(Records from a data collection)
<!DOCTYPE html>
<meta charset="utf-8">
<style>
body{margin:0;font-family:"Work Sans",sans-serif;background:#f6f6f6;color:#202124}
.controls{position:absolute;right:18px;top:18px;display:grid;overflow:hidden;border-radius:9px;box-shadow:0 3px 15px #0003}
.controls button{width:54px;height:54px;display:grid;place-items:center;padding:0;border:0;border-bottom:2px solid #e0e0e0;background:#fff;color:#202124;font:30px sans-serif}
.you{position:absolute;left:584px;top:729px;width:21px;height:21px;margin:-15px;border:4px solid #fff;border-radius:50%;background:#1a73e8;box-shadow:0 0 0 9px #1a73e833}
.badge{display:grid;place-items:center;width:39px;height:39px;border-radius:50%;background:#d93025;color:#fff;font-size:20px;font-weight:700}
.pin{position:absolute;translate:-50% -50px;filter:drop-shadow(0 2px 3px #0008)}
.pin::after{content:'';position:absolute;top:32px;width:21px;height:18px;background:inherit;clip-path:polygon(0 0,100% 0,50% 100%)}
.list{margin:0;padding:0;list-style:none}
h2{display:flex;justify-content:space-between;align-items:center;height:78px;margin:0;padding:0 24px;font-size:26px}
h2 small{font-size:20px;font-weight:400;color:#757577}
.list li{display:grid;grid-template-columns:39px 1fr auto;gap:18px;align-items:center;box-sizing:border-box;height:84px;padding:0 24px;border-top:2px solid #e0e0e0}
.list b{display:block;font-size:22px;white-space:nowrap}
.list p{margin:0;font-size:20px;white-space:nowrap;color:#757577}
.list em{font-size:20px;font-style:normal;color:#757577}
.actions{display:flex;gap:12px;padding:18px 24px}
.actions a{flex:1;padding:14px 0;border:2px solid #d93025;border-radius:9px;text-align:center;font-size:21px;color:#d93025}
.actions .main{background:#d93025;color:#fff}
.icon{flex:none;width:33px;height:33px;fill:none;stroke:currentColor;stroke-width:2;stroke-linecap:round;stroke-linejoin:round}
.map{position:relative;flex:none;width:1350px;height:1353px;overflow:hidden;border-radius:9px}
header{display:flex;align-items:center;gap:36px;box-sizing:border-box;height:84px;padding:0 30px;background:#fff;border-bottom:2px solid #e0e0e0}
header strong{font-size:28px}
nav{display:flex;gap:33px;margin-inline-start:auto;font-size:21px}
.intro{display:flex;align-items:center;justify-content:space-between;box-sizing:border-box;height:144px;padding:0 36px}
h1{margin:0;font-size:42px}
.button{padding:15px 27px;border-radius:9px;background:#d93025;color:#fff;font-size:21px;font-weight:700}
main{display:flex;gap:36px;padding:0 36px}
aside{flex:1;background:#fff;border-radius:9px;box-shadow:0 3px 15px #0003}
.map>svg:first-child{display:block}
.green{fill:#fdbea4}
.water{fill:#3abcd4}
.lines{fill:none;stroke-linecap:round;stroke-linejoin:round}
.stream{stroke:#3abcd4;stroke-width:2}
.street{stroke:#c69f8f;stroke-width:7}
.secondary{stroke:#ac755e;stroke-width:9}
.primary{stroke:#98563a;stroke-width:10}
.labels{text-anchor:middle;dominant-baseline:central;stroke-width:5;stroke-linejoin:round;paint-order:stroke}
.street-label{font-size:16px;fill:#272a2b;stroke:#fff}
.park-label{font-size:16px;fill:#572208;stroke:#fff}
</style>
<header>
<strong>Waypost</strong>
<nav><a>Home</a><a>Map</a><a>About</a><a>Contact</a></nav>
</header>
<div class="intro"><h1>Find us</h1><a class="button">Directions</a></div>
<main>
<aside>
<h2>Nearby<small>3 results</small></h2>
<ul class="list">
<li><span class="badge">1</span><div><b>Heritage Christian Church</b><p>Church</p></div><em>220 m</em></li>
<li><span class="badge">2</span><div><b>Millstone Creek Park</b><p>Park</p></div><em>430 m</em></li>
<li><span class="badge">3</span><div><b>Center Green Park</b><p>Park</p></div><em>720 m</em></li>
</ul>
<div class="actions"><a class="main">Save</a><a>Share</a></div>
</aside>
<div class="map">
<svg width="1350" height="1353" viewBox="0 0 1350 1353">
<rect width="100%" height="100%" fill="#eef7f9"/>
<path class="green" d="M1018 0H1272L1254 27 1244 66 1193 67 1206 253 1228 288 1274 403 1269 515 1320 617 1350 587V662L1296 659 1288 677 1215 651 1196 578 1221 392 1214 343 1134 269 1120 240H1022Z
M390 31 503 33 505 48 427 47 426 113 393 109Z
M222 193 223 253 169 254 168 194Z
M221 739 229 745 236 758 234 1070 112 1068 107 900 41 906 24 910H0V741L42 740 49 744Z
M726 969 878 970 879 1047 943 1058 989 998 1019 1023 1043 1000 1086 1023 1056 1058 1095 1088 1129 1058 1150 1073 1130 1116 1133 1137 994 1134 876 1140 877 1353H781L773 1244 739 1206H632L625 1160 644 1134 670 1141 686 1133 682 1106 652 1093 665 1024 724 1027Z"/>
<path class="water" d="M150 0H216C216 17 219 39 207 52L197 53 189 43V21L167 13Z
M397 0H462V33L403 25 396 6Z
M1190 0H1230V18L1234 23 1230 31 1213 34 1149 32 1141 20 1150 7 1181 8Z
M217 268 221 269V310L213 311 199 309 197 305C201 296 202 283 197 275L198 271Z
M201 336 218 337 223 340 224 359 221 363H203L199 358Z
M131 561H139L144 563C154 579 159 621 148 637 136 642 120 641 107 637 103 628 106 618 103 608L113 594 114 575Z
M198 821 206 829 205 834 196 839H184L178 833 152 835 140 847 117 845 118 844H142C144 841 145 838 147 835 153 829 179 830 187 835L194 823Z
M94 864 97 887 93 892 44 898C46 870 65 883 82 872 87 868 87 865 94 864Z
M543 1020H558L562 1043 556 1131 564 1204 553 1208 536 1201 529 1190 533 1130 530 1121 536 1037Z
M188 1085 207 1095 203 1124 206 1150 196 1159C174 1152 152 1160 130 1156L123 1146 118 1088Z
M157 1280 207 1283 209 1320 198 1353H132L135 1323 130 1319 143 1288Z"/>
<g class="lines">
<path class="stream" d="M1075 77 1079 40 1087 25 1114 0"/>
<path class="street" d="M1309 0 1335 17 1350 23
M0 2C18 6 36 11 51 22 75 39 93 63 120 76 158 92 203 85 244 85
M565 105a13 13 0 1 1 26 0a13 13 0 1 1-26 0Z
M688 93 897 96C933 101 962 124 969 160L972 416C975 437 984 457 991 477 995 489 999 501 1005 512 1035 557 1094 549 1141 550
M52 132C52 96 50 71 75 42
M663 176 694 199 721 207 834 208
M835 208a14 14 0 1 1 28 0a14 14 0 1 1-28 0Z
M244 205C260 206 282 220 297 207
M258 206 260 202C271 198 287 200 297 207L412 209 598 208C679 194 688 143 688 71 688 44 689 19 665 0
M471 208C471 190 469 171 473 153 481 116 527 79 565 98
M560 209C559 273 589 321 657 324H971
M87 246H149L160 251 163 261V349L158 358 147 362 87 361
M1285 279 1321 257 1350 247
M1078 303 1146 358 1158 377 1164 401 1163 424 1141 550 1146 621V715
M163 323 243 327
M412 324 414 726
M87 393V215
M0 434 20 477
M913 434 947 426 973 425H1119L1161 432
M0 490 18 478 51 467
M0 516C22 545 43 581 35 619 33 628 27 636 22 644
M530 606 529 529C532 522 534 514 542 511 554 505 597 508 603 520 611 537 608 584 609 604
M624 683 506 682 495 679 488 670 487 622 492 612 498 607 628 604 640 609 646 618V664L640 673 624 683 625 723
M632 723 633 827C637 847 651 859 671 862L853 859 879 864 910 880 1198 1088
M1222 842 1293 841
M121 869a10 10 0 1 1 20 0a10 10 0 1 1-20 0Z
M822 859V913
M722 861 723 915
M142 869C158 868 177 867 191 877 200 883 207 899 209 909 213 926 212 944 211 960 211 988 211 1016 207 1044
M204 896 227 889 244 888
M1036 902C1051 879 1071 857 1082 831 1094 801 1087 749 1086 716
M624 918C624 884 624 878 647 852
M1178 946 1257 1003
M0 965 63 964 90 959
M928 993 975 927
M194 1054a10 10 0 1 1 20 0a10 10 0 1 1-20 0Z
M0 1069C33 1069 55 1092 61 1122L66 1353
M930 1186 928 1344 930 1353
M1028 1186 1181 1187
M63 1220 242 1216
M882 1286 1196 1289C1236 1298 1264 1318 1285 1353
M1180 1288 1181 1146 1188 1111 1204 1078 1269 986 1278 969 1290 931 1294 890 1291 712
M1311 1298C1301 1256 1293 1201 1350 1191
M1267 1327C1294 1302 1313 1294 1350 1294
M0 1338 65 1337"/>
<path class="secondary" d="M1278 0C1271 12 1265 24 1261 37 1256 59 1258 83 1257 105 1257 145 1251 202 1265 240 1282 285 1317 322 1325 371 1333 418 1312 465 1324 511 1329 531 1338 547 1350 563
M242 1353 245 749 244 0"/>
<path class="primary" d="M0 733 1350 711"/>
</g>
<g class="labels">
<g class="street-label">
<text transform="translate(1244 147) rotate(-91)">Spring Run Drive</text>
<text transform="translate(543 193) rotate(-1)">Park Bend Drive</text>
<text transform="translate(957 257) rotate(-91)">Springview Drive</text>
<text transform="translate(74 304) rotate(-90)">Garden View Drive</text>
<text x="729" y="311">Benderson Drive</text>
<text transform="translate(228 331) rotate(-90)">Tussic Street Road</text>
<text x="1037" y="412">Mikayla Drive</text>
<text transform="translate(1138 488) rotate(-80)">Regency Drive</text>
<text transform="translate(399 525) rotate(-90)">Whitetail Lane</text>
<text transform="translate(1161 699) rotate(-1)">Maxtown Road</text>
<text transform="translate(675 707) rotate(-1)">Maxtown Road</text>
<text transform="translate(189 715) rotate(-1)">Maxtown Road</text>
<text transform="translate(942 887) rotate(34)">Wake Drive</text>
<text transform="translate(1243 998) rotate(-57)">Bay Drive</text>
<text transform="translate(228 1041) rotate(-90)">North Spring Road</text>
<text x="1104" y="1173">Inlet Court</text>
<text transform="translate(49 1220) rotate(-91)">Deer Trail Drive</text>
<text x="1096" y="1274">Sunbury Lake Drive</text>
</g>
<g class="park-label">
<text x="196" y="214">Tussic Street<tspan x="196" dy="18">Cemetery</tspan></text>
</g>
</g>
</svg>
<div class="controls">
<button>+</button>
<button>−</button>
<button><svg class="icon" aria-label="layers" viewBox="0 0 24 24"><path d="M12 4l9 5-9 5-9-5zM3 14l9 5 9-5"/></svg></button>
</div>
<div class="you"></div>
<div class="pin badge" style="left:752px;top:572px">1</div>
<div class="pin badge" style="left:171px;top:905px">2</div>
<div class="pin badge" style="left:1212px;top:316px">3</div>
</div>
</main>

---

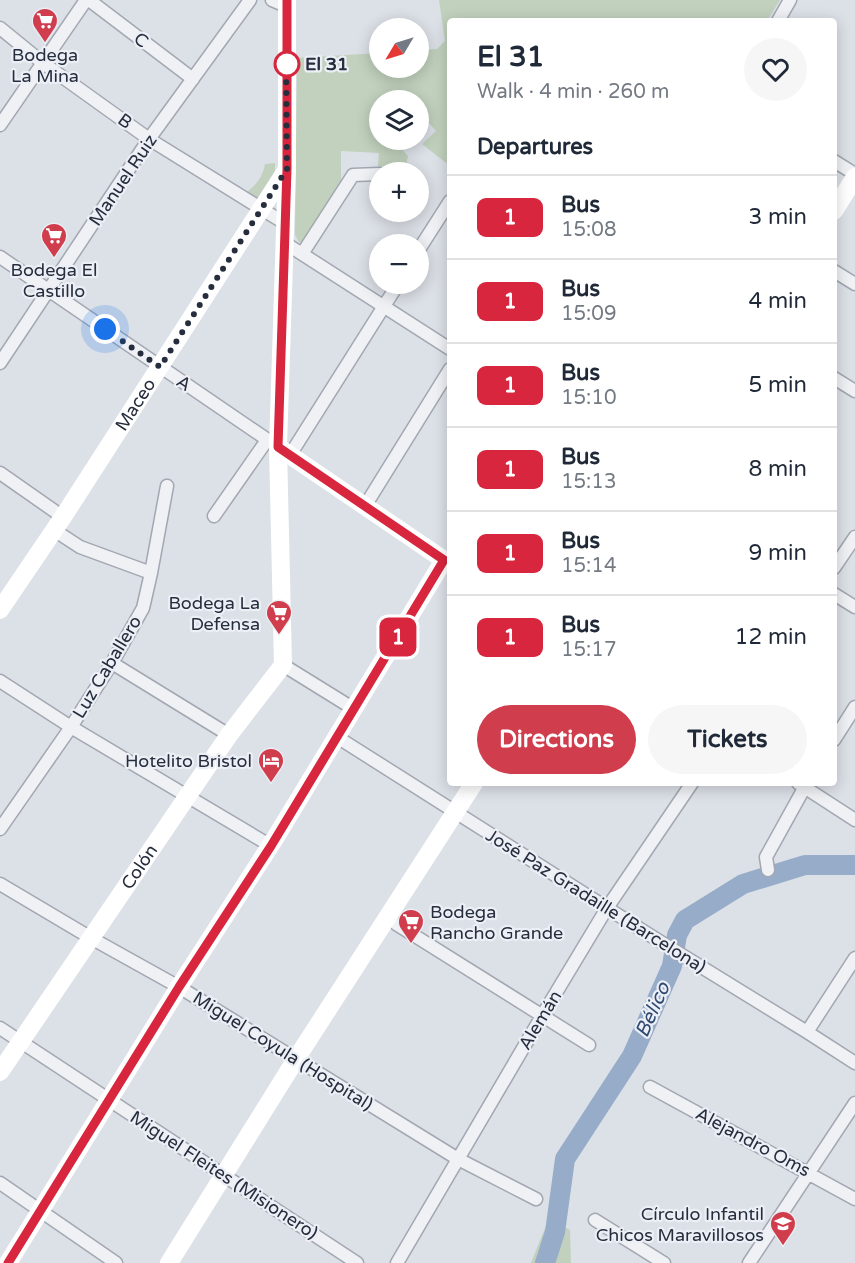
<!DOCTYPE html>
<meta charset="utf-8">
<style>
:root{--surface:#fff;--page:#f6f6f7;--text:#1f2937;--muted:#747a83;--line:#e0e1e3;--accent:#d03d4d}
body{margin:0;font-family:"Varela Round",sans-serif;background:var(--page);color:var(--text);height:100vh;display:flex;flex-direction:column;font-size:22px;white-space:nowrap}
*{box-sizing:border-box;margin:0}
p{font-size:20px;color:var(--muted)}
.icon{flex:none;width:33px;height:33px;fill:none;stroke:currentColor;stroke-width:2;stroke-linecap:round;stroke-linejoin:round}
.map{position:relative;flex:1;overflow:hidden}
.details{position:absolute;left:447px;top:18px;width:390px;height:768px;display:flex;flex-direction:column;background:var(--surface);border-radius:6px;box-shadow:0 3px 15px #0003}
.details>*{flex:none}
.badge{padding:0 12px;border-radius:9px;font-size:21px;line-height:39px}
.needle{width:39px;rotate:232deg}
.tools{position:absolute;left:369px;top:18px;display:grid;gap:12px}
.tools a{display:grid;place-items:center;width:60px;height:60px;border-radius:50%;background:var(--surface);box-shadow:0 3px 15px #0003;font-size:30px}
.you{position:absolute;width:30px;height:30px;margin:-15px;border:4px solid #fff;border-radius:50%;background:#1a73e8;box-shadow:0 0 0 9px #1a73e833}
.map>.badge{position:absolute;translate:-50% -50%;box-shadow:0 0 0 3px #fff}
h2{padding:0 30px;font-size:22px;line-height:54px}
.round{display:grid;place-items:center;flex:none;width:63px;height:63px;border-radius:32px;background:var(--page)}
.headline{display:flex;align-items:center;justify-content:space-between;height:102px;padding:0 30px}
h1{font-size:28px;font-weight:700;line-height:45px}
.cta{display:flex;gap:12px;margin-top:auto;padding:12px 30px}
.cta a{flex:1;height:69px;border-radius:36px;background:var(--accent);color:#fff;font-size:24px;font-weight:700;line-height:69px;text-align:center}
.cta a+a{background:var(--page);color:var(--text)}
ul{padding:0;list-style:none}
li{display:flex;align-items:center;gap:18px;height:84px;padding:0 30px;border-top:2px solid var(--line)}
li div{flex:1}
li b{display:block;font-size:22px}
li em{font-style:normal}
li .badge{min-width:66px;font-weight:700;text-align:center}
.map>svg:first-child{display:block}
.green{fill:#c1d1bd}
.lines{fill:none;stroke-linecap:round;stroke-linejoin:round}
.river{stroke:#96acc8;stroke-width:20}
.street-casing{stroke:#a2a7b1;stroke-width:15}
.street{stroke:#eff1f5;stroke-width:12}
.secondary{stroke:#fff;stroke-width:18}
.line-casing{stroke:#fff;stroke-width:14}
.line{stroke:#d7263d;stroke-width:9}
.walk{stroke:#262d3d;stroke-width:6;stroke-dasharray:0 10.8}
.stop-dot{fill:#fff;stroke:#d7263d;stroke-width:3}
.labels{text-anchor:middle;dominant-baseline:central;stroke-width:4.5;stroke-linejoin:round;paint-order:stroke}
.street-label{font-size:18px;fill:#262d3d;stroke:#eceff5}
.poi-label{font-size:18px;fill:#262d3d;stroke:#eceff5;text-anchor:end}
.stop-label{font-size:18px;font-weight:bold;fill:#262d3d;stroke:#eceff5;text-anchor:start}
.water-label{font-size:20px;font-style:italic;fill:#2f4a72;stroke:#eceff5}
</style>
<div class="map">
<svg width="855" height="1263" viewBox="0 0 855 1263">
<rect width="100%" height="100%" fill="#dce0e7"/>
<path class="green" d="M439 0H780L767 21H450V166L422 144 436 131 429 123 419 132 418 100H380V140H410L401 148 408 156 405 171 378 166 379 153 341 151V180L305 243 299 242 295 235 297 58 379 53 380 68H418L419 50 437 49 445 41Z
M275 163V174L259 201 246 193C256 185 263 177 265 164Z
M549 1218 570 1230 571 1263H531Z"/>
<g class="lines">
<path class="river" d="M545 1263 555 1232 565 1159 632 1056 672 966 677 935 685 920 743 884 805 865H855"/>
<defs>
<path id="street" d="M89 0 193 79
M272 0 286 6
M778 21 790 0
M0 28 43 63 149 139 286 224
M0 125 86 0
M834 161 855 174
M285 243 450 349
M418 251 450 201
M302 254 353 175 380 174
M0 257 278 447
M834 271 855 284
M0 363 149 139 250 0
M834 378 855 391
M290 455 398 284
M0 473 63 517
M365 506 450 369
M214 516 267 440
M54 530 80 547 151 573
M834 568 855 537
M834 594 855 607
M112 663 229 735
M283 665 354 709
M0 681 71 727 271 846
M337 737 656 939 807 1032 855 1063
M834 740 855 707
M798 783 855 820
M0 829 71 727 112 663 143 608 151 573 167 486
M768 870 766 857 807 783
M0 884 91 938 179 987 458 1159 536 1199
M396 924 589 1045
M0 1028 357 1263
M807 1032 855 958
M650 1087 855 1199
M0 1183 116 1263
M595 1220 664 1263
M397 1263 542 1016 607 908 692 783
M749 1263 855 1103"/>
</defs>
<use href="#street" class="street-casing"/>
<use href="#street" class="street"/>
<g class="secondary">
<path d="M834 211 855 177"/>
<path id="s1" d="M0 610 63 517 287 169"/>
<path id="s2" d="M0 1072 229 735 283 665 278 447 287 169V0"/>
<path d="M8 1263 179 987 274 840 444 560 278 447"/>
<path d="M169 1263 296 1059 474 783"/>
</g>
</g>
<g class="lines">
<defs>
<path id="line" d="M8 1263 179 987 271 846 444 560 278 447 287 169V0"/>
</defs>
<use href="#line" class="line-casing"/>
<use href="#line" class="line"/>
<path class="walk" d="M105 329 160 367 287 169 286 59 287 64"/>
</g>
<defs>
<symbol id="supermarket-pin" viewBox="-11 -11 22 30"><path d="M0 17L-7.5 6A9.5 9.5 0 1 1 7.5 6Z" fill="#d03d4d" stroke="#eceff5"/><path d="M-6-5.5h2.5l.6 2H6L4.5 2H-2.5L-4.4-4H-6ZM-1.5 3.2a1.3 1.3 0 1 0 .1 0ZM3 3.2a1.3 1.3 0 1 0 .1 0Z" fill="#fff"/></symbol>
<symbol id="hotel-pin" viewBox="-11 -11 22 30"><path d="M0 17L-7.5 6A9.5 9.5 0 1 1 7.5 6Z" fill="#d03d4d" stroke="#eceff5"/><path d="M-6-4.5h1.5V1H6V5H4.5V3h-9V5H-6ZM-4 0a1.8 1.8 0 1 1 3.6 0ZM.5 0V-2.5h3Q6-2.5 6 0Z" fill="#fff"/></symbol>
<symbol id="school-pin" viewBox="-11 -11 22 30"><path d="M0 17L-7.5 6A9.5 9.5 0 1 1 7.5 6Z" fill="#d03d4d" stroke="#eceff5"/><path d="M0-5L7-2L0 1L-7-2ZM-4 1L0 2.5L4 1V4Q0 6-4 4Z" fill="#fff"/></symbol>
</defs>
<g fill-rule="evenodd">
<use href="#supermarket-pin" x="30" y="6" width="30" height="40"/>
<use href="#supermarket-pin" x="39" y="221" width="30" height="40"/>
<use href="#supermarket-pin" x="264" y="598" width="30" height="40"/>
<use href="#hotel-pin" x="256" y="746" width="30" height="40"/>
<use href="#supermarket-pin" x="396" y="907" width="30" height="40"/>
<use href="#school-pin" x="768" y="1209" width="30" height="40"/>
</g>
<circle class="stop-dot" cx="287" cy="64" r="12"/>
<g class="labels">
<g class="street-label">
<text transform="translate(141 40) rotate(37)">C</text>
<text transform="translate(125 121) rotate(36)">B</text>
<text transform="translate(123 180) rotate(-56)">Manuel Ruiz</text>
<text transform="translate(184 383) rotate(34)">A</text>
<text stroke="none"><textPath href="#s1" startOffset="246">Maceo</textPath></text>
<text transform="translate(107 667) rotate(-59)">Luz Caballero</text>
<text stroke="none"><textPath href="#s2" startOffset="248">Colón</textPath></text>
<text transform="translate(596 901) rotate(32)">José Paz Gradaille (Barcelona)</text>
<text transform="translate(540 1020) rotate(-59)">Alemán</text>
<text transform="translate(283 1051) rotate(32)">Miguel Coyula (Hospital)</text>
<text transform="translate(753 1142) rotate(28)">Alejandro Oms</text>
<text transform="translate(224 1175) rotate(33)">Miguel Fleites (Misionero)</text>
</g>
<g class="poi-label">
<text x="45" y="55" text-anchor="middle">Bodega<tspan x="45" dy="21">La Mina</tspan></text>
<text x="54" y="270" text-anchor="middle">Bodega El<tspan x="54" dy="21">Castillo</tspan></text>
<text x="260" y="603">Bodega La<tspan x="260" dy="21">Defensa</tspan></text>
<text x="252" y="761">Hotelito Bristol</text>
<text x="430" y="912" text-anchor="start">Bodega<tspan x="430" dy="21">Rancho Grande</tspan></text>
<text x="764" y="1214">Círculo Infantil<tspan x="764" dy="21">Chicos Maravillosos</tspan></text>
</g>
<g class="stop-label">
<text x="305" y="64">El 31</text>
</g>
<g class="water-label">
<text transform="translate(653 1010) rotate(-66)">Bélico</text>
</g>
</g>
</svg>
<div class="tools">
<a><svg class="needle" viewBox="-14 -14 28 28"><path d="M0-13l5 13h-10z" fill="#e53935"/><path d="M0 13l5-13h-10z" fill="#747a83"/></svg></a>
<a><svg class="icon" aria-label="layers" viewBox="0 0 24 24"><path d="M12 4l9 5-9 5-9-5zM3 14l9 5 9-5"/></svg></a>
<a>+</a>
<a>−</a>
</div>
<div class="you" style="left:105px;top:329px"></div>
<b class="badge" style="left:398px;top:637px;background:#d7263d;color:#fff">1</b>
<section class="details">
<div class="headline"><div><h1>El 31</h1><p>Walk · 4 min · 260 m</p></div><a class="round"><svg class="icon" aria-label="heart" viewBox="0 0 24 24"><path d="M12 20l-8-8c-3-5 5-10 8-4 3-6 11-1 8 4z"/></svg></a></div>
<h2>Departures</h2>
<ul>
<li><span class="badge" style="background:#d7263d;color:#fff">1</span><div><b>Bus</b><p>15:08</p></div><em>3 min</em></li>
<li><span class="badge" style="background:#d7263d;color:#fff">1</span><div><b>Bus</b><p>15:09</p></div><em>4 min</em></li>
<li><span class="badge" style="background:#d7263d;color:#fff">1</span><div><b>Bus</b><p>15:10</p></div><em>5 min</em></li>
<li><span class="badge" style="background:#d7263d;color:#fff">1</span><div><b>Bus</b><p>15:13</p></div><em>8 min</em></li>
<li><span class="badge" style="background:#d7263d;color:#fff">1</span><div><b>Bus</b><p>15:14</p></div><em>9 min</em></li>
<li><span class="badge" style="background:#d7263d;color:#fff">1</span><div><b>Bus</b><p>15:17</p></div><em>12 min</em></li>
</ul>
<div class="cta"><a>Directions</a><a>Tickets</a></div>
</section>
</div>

- YOUR TASK:
Once you reach the line with "M198 821 206" in the data above, copy it and every line after it exactly, up to and including the line with "M1028 1186 1181 1187".

- OUTPUT FOR THIS TASK:
M198 821 206 829 205 834 196 839H184L178 833 152 835 140 847 117 845 118 844H142C144 841 145 838 147 835 153 829 179 830 187 835L194 823Z
M94 864 97 887 93 892 44 898C46 870 65 883 82 872 87 868 87 865 94 864Z
M543 1020H558L562 1043 556 1131 564 1204 553 1208 536 1201 529 1190 533 1130 530 1121 536 1037Z
M188 1085 207 1095 203 1124 206 1150 196 1159C174 1152 152 1160 130 1156L123 1146 118 1088Z
M157 1280 207 1283 209 1320 198 1353H132L135 1323 130 1319 143 1288Z"/>
<g class="lines">
<path class="stream" d="M1075 77 1079 40 1087 25 1114 0"/>
<path class="street" d="M1309 0 1335 17 1350 23
M0 2C18 6 36 11 51 22 75 39 93 63 120 76 158 92 203 85 244 85
M565 105a13 13 0 1 1 26 0a13 13 0 1 1-26 0Z
M688 93 897 96C933 101 962 124 969 160L972 416C975 437 984 457 991 477 995 489 999 501 1005 512 1035 557 1094 549 1141 550
M52 132C52 96 50 71 75 42
M663 176 694 199 721 207 834 208
M835 208a14 14 0 1 1 28 0a14 14 0 1 1-28 0Z
M244 205C260 206 282 220 297 207
M258 206 260 202C271 198 287 200 297 207L412 209 598 208C679 194 688 143 688 71 688 44 689 19 665 0
M471 208C471 190 469 171 473 153 481 116 527 79 565 98
M560 209C559 273 589 321 657 324H971
M87 246H149L160 251 163 261V349L158 358 147 362 87 361
M1285 279 1321 257 1350 247
M1078 303 1146 358 1158 377 1164 401 1163 424 1141 550 1146 621V715
M163 323 243 327
M412 324 414 726
M87 393V215
M0 434 20 477
M913 434 947 426 973 425H1119L1161 432
M0 490 18 478 51 467
M0 516C22 545 43 581 35 619 33 628 27 636 22 644
M530 606 529 529C532 522 534 514 542 511 554 505 597 508 603 520 611 537 608 584 609 604
M624 683 506 682 495 679 488 670 487 622 492 612 498 607 628 604 640 609 646 618V664L640 673 624 683 625 723
M632 723 633 827C637 847 651 859 671 862L853 859 879 864 910 880 1198 1088
M1222 842 1293 841
M121 869a10 10 0 1 1 20 0a10 10 0 1 1-20 0Z
M822 859V913
M722 861 723 915
M142 869C158 868 177 867 191 877 200 883 207 899 209 909 213 926 212 944 211 960 211 988 211 1016 207 1044
M204 896 227 889 244 888
M1036 902C1051 879 1071 857 1082 831 1094 801 1087 749 1086 716
M624 918C624 884 624 878 647 852
M1178 946 1257 1003
M0 965 63 964 90 959
M928 993 975 927
M194 1054a10 10 0 1 1 20 0a10 10 0 1 1-20 0Z
M0 1069C33 1069 55 1092 61 1122L66 1353
M930 1186 928 1344 930 1353
M1028 1186 1181 1187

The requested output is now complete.